Data extracts:
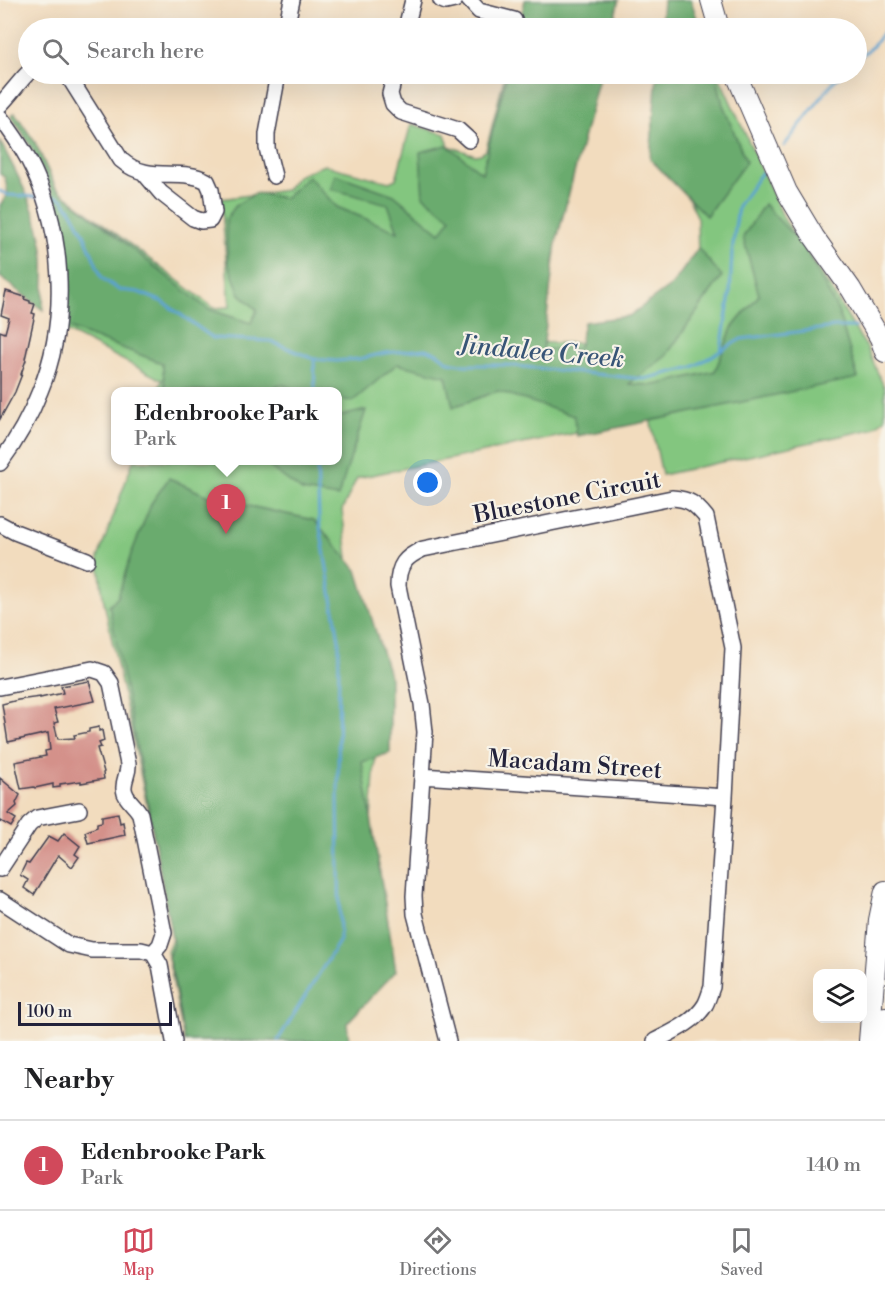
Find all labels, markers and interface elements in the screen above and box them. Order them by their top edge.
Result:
search box [18,18,867,84]
icon: search [39,35,72,68]
text: Search here [87,38,204,65]
water label: Jindalee Creek [455,329,626,375]
popup [111,387,342,465]
text: Edenbrooke Park [134,400,319,427]
text: Park [134,427,176,452]
street label: Bluestone Circuit [470,465,664,531]
your location [413,468,442,497]
pin: 1 [206,484,246,534]
street label: Macadam Street [487,744,664,786]
map controls [813,969,867,1023]
button: layers [813,969,867,1023]
scale bar [18,999,172,1026]
text: 100 m [27,1002,72,1022]
text: Nearby [24,1064,114,1096]
text: Edenbrooke Park [81,1139,265,1166]
text: 1 [39,1153,48,1178]
text: 140 m [806,1153,861,1178]
text: Park [81,1166,123,1191]
tab: Map [122,1224,155,1280]
tab: Directions [399,1224,477,1280]
tab: Saved [721,1224,763,1280]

Assigned task: Work through the material and count the lines containing "Park". Answer with the number alone.

Answer space: 4